The lost data does not reappear later in the program's output. The lost
data *does* appear to correspond to byte sequences that are written in a
single write() by the child process.
Example:
$ cat test.sh
#!/bin/sh
echo -n "std" ; sleep 1
echo -n "STD" >&2 ; sleep 1
echo "out" ; sleep 1
echo "ERR" >&2 ; sleep 1
$ for i in `seq 100`; do echo "sleep $((RANDOM % 10)); ./test.sh";
done | ./a.out
<snip>
stdout
STDERR
stdout
ERR
stdout
STDERR
<snip>
stdout
STDERR
stdout
STDstdout
STDERR
stdout
STDERR
<snip>
If I comment the 'culprit line' above then the program runs without
error. This confounds me: I believe that that line should have no
effect except to suck the child's stderr into the program as soon as
possible. (Am I wrong? And is there a better way of doing this?)

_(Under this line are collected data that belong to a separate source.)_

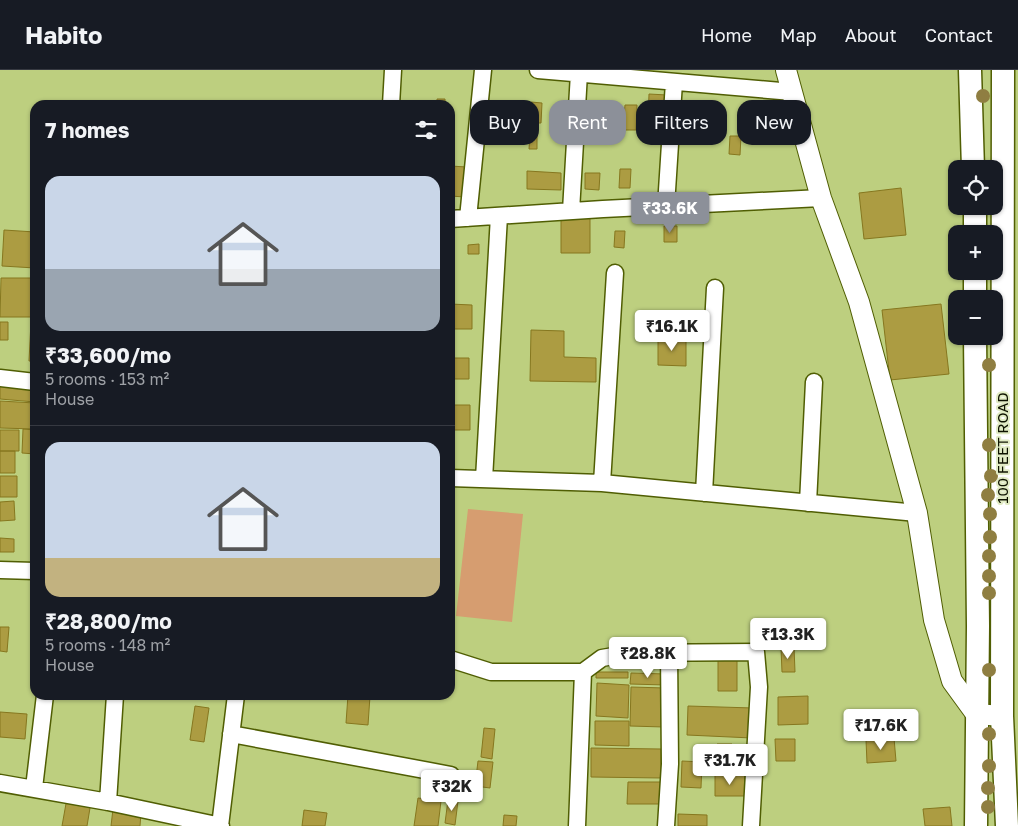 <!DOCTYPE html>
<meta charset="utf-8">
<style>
:root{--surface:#171b24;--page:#20242c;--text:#f1f3f6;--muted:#9ea1a6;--line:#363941;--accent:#8c9099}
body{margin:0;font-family:"Golos Text",sans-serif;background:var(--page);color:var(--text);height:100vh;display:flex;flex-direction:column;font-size:19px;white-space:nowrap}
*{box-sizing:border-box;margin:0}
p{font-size:16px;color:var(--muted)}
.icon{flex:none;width:28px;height:28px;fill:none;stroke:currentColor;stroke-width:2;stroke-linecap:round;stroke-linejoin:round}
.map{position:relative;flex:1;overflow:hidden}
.drawer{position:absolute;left:30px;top:30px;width:425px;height:600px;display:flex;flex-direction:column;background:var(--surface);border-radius:15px;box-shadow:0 1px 4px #0004}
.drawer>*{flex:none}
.hud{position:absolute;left:470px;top:30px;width:472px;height:45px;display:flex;gap:10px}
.fabs{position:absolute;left:948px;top:90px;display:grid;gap:10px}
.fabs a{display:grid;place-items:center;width:55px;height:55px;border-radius:10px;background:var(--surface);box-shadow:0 1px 4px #0004;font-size:25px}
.price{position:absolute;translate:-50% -42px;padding:0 11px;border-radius:5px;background:#fff;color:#222;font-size:16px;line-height:32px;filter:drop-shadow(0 1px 2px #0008)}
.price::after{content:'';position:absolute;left:50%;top:30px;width:15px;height:11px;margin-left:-8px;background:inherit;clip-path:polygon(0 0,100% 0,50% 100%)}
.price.on{background:var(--accent);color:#fff}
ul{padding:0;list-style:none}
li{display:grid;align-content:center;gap:10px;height:265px;padding:0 15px}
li+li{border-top:1px solid var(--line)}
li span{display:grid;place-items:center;height:155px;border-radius:15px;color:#555}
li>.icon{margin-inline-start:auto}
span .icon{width:90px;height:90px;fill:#fffc;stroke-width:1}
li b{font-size:21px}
h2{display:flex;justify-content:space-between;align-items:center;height:60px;padding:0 15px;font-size:21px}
.pill{padding:0 18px;border-radius:15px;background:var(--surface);box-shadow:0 1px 4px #0004;font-size:18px;line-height:45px}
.pill.on{background:var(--accent);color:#fff}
header{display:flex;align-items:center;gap:30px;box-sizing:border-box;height:70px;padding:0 25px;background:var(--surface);border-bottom:1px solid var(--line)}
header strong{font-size:24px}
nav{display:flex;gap:28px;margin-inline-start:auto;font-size:18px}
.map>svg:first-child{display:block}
</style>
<header>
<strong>Habito</strong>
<nav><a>Home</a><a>Map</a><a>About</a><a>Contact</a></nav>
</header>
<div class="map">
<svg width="1018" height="756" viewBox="0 0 1018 756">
<rect width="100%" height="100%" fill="#bdcf7f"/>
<!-- green -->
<path fill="#d69d70" d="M468,439L523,444L512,552L456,546Z"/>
<!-- building -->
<path fill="#ac9c42" stroke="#86771f" d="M649,24L667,25L665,52L648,51Z
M437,29H445V35H437Z
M531,32L542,33L541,53H531Z
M685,34H695V48H685Z
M625,35H637L636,60H623Z
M588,42H609L608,60H588Z
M699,47L709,48L708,64H698Z
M530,64H537V79H529Z
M730,66H741L740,85L729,84Z
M450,96L467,97L465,127L450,126Z
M620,99H631L630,118H619Z
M527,101L561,103V120L527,119Z
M585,103H600L599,120L585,119Z
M901,118L906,165L864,169L859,123Z
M561,145H590V183H561Z
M664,156H677V172H664Z
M4,160L35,162V198L2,196Z
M615,161H625L624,178L614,177Z
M479,174V184H468V175Z
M1,208H33L32,247H0Z
M450,234L472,235V259H450Z
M941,234L949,304L890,310L882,240Z
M0,252H8V270H0Z
M31,252H35V291H29Z
M531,260L564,261V287L596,288V312L530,311Z
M658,268L686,269V296L658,295Z
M450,288H469V309H450Z
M0,314L35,316V332L0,329Z
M0,331L35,333V359L0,358Z
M450,335H470V360H450Z
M23,359L35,360V384L22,383Z
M0,360H19V381H0Z
M0,381H15V403H0Z
M0,406H17V427H0Z
M14,431L15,450L0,451V432Z
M0,468L14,469V482H0Z
M0,557H9L7,582L0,581Z
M794,577L795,602H782L781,578Z
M718,588H737V621H718Z
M596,602H628V608H596Z
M631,603L666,604V615L630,614Z
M597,613L629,615L628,648L596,646Z
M631,617L665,618L664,657L630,656Z
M348,625L370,626L368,655L346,653Z
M808,626V654L778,655V627Z
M195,636L209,638L204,672L190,670Z
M688,636L753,638L752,668L687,665Z
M0,642L27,644L25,669L0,667Z
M595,651H629V676L595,675Z
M484,658L495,659L492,689L481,687Z
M894,668L896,691L867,693L866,670Z
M775,669H795V691H776Z
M717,674H732L731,700L716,699Z
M591,678L661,679V708L591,707Z
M478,691L493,692L490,718L475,716Z
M682,691L702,692L701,718L681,717Z
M715,705H745V726H715Z
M628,712H661L660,734H627Z
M67,728L91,732L87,756H62Z
M418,728L441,731L438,756H414Z
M448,730L458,731L455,755L445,753Z
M950,737L952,756H925L923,739Z
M113,739L141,743L140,756H111Z
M304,740L327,743L325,756H302Z
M678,744L707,745V756H678Z
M504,745L517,746L516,756H503Z"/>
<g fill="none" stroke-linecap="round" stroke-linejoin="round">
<defs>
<path id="minor" d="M538,0L792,22
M391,35L393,0
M666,136L674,12
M571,141L579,3
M468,148L483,0
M450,149L603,139L821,128
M0,308L35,312
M450,408L602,413L917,443
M484,409L499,146
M602,413L615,203
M704,423L715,218
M808,433L814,312
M0,500L35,501
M450,589L491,602H583L602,588L631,583L756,582L759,617L751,756
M231,664L451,705
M0,713L108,732L221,756
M34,718L45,625
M108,732L115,625
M220,756L236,625
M577,756L583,602
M666,756L670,694L669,581"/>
<path id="tertiary" d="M786,0L821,128L859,232L917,443L934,550L952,611L976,644L1002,646"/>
<path id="secondary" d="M970,0L973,99
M1003,0L1002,646L1007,756
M975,136V164
M975,201V229
M975,266L978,556L976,756"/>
</defs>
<!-- minor casing -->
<use href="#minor" stroke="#505e03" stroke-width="19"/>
<!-- tertiary casing -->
<use href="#tertiary" stroke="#505e03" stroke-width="22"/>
<!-- secondary casing -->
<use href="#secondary" stroke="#505e03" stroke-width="25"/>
<!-- minor -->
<use href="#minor" stroke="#fff" stroke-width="16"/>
<!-- tertiary -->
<use href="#tertiary" stroke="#fff" stroke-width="20"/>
<!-- secondary -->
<use href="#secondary" stroke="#fff" stroke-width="22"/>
</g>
<!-- trees -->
<g fill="#8f7e41">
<circle cx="983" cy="26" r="7"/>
<circle cx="989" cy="295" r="7"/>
<circle cx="989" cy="375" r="7"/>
<circle cx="991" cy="406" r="7"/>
<circle cx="988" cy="425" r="7"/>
<circle cx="990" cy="444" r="7"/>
<circle cx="990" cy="467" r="7"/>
<circle cx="989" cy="486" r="7"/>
<circle cx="989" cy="506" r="7"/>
<circle cx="989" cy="523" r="7"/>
<circle cx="989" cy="600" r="7"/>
<circle cx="989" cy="664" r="7"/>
<circle cx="989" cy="696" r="7"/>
<circle cx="988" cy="718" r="7"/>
<circle cx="988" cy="737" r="7"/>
</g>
<g text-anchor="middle" stroke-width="4" stroke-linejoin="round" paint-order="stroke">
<!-- street labels -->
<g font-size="15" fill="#0e1300" stroke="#e1ebc4">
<text transform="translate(1003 378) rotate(-90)" y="5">100 FEET ROAD</text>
</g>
</g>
</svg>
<div class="fabs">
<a><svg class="icon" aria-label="locate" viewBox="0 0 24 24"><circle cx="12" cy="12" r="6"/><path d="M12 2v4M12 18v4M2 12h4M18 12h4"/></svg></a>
<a>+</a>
<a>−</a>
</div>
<b class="price on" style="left:670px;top:164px">₹33.6K</b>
<b class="price" style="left:672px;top:282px">₹16.1K</b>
<b class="price" style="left:788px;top:590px">₹13.3K</b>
<b class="price" style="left:648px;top:609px">₹28.8K</b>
<b class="price" style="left:881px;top:681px">₹17.6K</b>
<b class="price" style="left:730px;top:716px">₹31.7K</b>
<b class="price" style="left:452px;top:742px">₹32K</b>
<div class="hud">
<a class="pill">Buy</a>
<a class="pill on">Rent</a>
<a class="pill">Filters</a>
<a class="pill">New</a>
</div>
<section class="drawer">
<h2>7 homes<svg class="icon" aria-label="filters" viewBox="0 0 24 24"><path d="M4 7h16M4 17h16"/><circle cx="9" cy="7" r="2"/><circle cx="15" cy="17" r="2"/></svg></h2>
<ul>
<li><span style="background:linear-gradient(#c9d6e8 60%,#9aa5b1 0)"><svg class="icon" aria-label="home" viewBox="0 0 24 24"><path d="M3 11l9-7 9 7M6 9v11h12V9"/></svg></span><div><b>₹33,600/mo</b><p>5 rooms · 153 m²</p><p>House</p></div></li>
<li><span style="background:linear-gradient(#c9d6e8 75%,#c2b280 0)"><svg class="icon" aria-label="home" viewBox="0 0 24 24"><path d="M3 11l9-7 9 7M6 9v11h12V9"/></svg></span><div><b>₹28,800/mo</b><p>5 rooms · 148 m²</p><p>House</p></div></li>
</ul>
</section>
</div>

Platform: ghc-6.0-7 / RedHat 8.0 / x86.
Compilation: ghc -package posix test.hs
Where did my output go? Have I run into some gotcha like the 'lazy
reads after forking' thing? Can someone tell me what I'm doing wrong?
Hopeful thanks,
// David
--
David Hughes
UNIX sysadmin, Serco SA -+- Tel.: +41 22 767 8997
Computing Centre, CERN -+- David.W.Hughes@cern.ch
This message expresses my own opinions and should not be construed
as the opinions of Serco (who employ me) or of CERN (where I work).